Versione originale in latino


Sed qui remotis e municipiis severaque adhuc et antiqui moris retinente Italia, quique per longinquas provincias lascivia inexperti officio legationum aut privata utilitate advenerant, neque aspectum illum tolerare neque labori inhonesto sufficere, cum manibus nesciis fatiscerent, turbarent gnaros ac saepe a militibus verberarentur, qui per cuneos stabant ne quod temporis momentum impari clamore aut silentio segni praeteriret. Constitit plerosque equitum, dum per angustias aditus et ingruentem multitudinem enituntur, obtritos, et alios, dum diem noctemque sedilibus continunnt, morbo exitiabili correptos.
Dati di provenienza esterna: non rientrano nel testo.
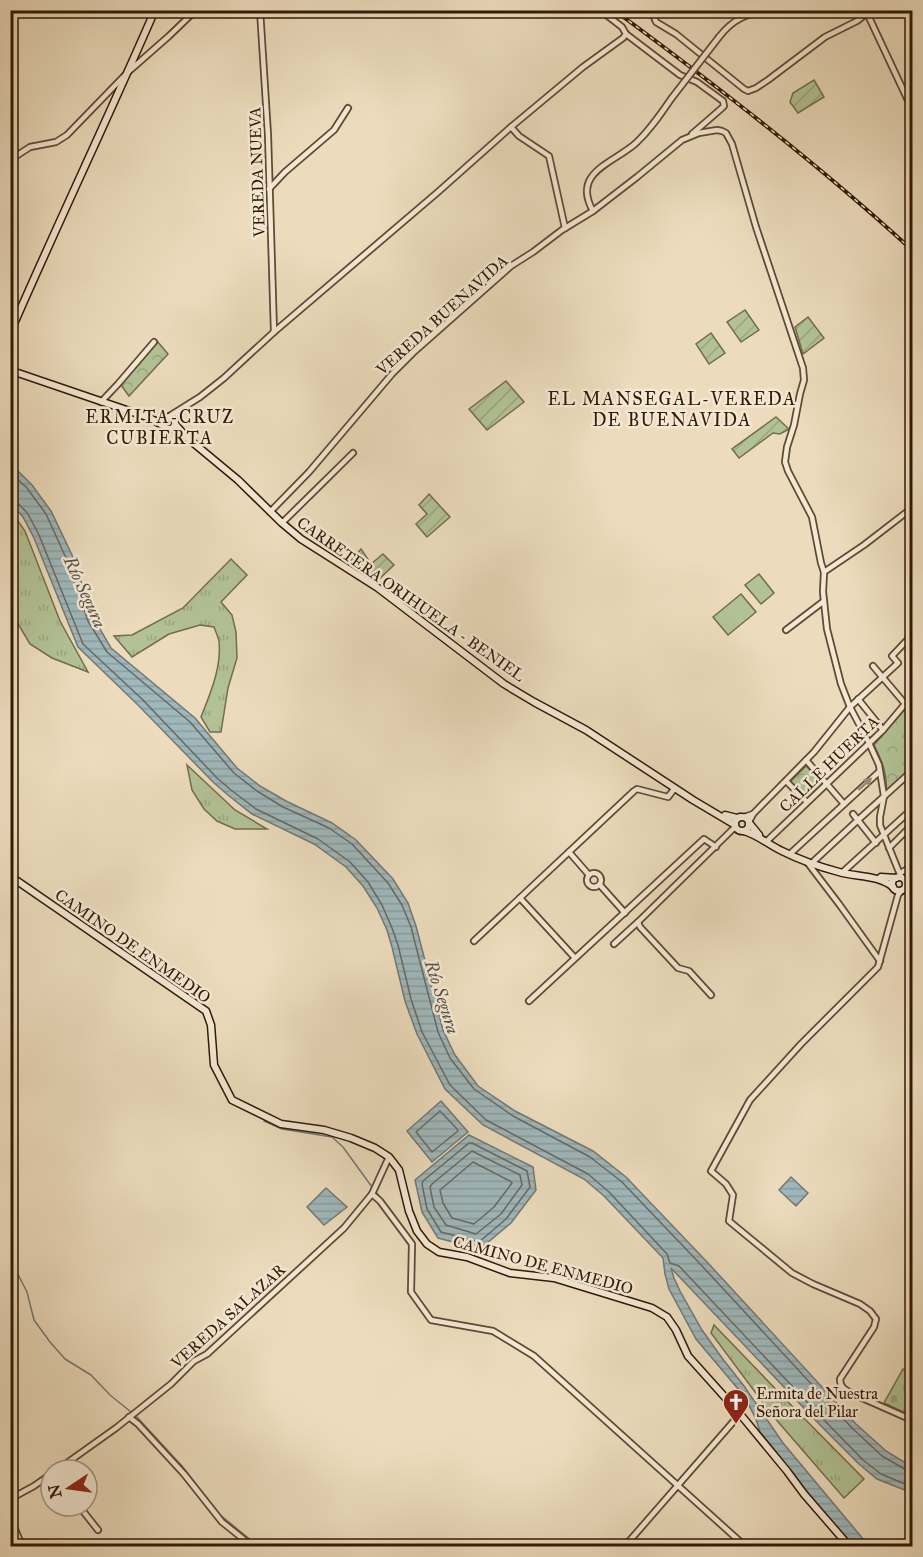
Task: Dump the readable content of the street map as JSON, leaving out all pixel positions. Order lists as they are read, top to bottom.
{
  "streets": {
    "main road": ["CARRETERA ORIHUELA - BENIEL", "CAMINO DE ENMEDIO"],
    "street": [
      "VEREDA NUEVA",
      "VEREDA BUENAVIDA",
      "CALLE HUERTA",
      "VEREDA SALAZAR"
    ]
  },
  "crossings": [
    ["VEREDA BUENAVIDA", "CARRETERA ORIHUELA - BENIEL"],
    ["CARRETERA ORIHUELA - BENIEL", "CALLE HUERTA"],
    ["CAMINO DE ENMEDIO", "VEREDA SALAZAR"]
  ],
  "districts": ["EL MANSEGAL-VEREDA DE BUENAVIDA", "ERMITA-CRUZ CUBIERTA"],
  "water": ["Río Segura"],
  "places": {
    "church": ["Ermita de Nuestra Señora del Pilar"]
  },
  "north": "left"
}
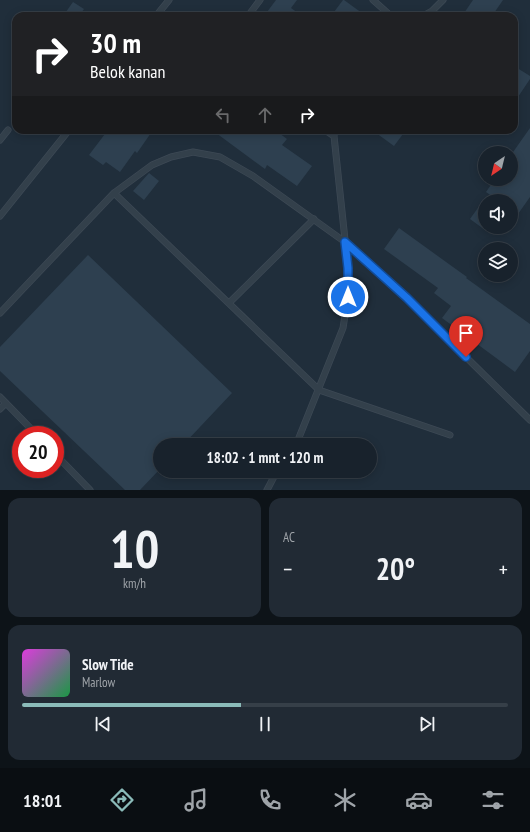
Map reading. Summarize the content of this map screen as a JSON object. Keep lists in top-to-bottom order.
{
  "north": "bottom left",
  "page": {
    "turn": ["30 m", "Belok kanan"],
    "limit": "20",
    "trip": "18:02 · 1 mnt · 120 m",
    "tile": [
      ["10", "km/h"],
      "AC"
    ],
    "heat": ["−", "20°", "+"],
    "song": ["Slow Tide", "Marlow"],
    "tabs": "18:01"
  }
}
Quippe gravior inerat metus, si spectaculo defuissent, multis palam et pluribus occultis, ut nomina ac vultus, alacritatem tristitiamque coeuntium scrutarentur. Unde tenuioribus statim inrogata supplicia, adversum inlustris dissimulatum ad praesens et mox redditum odium. Ferebantque Vespasianum, tamquam somno coniveret, a Phoebo liberto increpitum aegreque meliorum precibus obtectum, mox imminentem perniciem maiore fato effugisse.

Traduzione all'italiano


Ma quanti erano giunti a Roma da municipi lontani, dove l'Italia manteneva ancora i severi costumi del tempo antico, o quanti venivano da province remote, in missione ufficiale o per motivi personali, non riuscivano a reggere, perché nuovi a simile degrado morale, a questo spettacolo e a questa umiliante fatica: si stancavano, perché non abituati, di battere le mani, creavano confusione tra gli altri, esperti di applausi, subendo spesso percosse da parte dei soldati, distribuiti in vari settori a controllare che neppure un istante passasse in applausi fuori tempo o in indolente silenzio. " notorio che parecchi cavalieri vennero schiacciati nel tentativo di attraversare angusti passaggi sotto la pressione della folla e che altri, a furia di star seduti al loro posto, giorno e notte senza interruzione, caddero vittime di malori mortali. Ma sarebbe stata più forte la paura, se non si facevano vedere allo spettacolo, data la presenza di agenti che, scopertamente molti, ma ancor più numerosi in segreto, spiavano i singoli e il loro volto e la partecipazione entusiastica o fredda degli intervenuti. Conseguenza: alla gente di poco conto si infliggeva subito la punizione; con le persone autorevoli, invece, si faceva finta di nulla al momento, ma scontavano il rancore più tardi. Si racconta che, tenendo Vespasiano gli occhi chiusi come se dormisse, sia stato rimproverato dal liberto Febo e protetto a fatica grazie all'intervento di persone più autorevoli, per sfuggire più tardi alla rovina imminente, solo perché il fato gli riservava un destino più alto.